▶

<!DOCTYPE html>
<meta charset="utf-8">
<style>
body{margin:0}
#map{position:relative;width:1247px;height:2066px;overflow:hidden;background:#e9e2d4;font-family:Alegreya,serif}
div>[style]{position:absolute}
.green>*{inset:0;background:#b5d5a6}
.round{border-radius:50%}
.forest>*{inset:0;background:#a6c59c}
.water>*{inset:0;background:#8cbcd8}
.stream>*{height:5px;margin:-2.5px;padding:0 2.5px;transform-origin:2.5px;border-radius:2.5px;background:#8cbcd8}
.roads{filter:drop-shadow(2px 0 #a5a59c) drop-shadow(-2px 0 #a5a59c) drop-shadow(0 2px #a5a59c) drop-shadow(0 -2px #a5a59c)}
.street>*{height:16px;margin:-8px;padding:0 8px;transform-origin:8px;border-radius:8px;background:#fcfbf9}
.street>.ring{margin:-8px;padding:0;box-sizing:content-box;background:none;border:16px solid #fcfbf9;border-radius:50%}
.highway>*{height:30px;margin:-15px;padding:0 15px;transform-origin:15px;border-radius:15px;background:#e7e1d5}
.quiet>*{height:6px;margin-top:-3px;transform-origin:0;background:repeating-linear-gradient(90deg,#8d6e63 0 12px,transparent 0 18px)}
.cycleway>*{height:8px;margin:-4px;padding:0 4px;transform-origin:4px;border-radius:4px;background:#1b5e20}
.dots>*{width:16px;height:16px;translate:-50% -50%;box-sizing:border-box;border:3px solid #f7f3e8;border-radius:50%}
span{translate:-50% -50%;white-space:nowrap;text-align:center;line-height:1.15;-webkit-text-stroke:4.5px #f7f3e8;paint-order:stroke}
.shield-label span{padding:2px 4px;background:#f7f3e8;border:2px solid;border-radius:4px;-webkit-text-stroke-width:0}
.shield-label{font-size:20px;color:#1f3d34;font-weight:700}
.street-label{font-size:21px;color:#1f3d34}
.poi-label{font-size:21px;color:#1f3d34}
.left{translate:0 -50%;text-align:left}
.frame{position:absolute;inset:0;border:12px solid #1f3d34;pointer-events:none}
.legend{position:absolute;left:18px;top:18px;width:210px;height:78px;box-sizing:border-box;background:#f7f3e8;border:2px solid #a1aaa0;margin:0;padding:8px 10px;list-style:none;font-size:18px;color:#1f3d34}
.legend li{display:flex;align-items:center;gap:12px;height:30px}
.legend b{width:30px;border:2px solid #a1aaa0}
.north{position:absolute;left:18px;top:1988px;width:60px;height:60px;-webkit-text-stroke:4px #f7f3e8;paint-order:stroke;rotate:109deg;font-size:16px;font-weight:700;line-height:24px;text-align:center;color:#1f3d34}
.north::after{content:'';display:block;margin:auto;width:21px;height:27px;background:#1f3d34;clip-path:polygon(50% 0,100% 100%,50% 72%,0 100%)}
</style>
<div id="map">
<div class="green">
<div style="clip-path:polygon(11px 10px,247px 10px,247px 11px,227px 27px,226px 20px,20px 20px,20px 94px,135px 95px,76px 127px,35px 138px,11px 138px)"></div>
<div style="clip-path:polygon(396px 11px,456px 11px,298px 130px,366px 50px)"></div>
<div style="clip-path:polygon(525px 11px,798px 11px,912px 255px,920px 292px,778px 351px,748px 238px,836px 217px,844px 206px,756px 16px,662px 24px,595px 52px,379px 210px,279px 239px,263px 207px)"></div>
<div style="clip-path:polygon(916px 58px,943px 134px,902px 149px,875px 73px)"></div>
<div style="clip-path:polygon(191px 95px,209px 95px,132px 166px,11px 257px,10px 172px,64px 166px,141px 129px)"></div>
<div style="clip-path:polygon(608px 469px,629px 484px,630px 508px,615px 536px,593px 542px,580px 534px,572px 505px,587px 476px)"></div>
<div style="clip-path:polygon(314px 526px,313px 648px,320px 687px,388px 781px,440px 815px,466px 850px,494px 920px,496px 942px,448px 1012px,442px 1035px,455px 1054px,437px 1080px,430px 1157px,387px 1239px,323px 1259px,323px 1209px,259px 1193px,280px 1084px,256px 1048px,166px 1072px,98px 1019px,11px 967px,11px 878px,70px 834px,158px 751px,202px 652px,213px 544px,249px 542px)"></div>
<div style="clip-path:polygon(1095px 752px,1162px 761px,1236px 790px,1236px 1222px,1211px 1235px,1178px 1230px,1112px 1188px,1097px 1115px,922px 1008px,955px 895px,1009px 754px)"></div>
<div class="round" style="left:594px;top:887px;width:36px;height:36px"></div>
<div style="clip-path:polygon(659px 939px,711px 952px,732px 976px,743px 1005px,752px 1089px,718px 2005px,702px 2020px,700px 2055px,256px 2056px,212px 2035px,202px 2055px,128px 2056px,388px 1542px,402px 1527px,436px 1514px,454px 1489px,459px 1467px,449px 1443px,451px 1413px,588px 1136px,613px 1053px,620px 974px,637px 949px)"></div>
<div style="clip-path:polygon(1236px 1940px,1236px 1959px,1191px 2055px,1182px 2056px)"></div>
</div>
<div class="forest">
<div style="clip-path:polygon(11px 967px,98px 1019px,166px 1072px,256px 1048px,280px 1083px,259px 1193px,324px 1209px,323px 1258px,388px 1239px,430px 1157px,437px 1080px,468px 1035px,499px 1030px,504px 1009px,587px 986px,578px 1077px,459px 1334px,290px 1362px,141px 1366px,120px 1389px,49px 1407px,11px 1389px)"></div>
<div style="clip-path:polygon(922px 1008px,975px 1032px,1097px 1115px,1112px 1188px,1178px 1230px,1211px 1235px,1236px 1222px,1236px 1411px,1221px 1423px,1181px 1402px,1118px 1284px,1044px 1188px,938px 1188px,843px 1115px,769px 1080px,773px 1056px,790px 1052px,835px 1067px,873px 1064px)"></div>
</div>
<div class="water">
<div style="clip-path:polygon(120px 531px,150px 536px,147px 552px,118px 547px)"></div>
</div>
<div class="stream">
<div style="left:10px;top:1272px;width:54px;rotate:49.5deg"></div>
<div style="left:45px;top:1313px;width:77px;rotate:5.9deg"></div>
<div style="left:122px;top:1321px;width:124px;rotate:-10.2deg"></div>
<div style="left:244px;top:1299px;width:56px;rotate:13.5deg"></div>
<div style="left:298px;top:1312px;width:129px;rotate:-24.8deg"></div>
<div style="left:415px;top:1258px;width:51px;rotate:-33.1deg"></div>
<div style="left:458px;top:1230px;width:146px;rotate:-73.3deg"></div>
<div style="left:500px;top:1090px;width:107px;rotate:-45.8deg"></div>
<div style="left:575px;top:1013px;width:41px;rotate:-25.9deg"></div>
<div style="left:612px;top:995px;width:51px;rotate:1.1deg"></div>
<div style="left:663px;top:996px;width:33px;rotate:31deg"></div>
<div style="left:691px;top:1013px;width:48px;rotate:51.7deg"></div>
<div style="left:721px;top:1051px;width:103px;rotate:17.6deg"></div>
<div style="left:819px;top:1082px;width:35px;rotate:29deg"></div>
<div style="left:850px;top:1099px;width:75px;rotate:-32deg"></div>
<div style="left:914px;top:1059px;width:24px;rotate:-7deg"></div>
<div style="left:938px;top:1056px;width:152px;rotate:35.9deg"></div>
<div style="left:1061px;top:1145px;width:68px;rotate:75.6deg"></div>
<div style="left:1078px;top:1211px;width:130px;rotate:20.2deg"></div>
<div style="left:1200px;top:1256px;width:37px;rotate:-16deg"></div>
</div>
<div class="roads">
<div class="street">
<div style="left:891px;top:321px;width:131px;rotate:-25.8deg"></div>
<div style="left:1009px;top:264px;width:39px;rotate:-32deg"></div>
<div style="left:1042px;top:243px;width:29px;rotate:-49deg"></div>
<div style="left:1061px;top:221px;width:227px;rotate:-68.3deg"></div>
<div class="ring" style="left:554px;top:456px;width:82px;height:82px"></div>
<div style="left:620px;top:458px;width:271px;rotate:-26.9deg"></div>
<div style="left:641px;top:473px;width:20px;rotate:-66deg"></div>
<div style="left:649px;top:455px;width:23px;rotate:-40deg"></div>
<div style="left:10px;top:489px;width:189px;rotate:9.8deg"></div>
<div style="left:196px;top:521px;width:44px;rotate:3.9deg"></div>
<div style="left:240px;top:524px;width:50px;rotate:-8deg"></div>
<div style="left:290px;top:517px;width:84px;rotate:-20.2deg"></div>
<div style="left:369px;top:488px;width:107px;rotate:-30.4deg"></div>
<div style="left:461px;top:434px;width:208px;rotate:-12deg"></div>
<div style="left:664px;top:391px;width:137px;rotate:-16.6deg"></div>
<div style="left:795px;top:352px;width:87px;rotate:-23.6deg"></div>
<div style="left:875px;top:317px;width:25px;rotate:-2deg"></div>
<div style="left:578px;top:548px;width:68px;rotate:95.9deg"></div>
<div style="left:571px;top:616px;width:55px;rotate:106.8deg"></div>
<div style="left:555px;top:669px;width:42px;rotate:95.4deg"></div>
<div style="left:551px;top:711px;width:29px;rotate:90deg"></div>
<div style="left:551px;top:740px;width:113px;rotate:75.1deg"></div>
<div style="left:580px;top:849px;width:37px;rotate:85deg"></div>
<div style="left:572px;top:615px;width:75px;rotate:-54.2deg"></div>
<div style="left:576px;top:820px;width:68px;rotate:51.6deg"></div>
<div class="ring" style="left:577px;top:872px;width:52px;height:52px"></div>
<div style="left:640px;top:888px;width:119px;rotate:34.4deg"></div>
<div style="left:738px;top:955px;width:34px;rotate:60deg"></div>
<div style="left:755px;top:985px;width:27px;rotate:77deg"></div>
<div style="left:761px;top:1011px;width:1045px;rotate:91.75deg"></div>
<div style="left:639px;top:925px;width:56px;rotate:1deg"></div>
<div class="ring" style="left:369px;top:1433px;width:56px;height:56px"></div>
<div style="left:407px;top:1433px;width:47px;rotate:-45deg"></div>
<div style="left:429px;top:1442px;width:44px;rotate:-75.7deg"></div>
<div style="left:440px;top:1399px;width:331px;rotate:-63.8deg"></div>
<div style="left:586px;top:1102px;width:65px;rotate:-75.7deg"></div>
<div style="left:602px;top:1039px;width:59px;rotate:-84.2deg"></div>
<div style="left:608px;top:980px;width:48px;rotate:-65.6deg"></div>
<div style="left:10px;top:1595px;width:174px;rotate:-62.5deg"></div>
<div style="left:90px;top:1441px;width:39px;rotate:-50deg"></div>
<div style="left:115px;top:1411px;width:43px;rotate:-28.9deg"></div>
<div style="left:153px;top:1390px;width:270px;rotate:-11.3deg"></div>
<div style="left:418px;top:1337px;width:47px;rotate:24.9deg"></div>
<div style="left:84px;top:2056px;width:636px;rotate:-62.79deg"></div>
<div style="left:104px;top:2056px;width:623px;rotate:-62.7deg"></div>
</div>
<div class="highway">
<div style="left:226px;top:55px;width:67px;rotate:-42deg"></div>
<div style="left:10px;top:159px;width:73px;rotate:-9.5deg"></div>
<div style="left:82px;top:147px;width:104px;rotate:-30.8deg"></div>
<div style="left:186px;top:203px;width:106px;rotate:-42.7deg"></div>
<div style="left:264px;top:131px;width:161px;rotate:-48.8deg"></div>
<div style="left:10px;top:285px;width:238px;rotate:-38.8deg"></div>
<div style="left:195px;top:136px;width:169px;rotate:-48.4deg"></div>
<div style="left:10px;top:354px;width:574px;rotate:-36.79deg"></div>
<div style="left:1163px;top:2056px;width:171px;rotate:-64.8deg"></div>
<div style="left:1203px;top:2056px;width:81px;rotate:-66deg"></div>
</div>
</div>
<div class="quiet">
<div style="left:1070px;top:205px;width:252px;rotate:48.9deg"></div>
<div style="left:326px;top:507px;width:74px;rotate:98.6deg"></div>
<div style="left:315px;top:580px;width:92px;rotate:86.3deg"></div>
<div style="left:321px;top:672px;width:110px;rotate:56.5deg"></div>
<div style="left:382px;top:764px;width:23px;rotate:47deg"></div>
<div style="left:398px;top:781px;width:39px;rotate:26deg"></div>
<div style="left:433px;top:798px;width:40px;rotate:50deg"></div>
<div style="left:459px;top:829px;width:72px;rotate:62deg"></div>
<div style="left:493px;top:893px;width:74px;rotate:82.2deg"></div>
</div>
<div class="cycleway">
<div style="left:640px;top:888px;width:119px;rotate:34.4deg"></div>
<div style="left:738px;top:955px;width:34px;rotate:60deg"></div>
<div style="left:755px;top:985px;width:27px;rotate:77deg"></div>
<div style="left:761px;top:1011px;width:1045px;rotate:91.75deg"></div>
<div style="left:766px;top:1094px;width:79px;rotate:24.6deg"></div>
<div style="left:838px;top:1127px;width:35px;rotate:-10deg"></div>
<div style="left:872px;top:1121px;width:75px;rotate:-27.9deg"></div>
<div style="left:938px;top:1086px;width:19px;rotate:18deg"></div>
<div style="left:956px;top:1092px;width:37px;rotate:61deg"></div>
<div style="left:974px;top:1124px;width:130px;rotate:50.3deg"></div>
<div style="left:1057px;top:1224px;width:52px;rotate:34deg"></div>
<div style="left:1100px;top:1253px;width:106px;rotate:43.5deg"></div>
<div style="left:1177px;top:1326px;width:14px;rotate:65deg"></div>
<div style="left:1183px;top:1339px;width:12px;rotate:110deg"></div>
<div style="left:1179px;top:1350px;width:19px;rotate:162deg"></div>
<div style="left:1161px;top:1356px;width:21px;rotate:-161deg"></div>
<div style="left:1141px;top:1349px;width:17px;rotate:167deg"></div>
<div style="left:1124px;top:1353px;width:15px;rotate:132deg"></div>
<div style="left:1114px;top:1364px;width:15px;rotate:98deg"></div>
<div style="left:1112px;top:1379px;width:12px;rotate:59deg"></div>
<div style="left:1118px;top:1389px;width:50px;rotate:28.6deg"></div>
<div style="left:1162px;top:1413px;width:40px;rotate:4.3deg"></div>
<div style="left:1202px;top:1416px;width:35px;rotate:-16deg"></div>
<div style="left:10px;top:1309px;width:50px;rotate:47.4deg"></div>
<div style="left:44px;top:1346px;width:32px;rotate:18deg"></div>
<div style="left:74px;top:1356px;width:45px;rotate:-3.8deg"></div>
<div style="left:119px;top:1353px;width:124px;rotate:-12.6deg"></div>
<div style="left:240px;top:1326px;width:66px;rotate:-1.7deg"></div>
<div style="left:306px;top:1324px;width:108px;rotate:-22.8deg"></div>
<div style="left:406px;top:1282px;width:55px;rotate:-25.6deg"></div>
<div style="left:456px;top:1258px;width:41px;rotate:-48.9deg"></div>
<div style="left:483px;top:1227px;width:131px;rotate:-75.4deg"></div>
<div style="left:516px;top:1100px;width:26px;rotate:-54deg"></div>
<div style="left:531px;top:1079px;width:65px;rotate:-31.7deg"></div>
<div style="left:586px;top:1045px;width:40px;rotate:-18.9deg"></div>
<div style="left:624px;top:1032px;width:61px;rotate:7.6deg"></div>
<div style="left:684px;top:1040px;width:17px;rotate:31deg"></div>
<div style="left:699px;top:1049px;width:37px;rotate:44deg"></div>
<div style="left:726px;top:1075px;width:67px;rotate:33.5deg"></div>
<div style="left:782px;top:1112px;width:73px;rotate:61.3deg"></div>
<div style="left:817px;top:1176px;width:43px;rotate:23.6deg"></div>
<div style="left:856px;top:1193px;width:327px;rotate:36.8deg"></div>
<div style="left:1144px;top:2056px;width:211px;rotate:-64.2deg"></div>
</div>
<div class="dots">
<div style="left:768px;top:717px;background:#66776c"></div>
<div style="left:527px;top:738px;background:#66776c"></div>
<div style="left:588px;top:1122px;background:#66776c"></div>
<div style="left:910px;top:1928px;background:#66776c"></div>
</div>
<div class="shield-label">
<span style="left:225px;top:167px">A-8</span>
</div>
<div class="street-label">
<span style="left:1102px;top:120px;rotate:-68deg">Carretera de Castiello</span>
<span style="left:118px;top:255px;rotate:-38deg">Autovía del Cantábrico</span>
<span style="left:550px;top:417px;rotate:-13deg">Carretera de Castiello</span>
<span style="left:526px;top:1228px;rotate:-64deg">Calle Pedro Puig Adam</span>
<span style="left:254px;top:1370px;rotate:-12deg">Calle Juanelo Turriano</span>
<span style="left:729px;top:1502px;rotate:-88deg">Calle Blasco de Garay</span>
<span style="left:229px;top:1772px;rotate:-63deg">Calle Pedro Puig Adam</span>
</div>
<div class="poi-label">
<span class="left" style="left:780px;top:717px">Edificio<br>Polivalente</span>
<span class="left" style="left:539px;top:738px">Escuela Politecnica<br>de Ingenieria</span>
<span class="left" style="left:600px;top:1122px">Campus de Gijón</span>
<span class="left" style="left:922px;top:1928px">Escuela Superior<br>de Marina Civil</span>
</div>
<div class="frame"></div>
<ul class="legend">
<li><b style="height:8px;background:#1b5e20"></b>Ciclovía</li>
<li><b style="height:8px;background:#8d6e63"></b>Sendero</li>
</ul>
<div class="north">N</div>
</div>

◀

**Problem**
Pick out every line above that holds the word "paint" and copy it.

**Answer to this problem**
span{translate:-50% -50%;white-space:nowrap;text-align:center;line-height:1.15;-webkit-text-stroke:4.5px #f7f3e8;paint-order:stroke}
.north{position:absolute;left:18px;top:1988px;width:60px;height:60px;-webkit-text-stroke:4px #f7f3e8;paint-order:stroke;rotate:109deg;font-size:16px;font-weight:700;line-height:24px;text-align:center;color:#1f3d34}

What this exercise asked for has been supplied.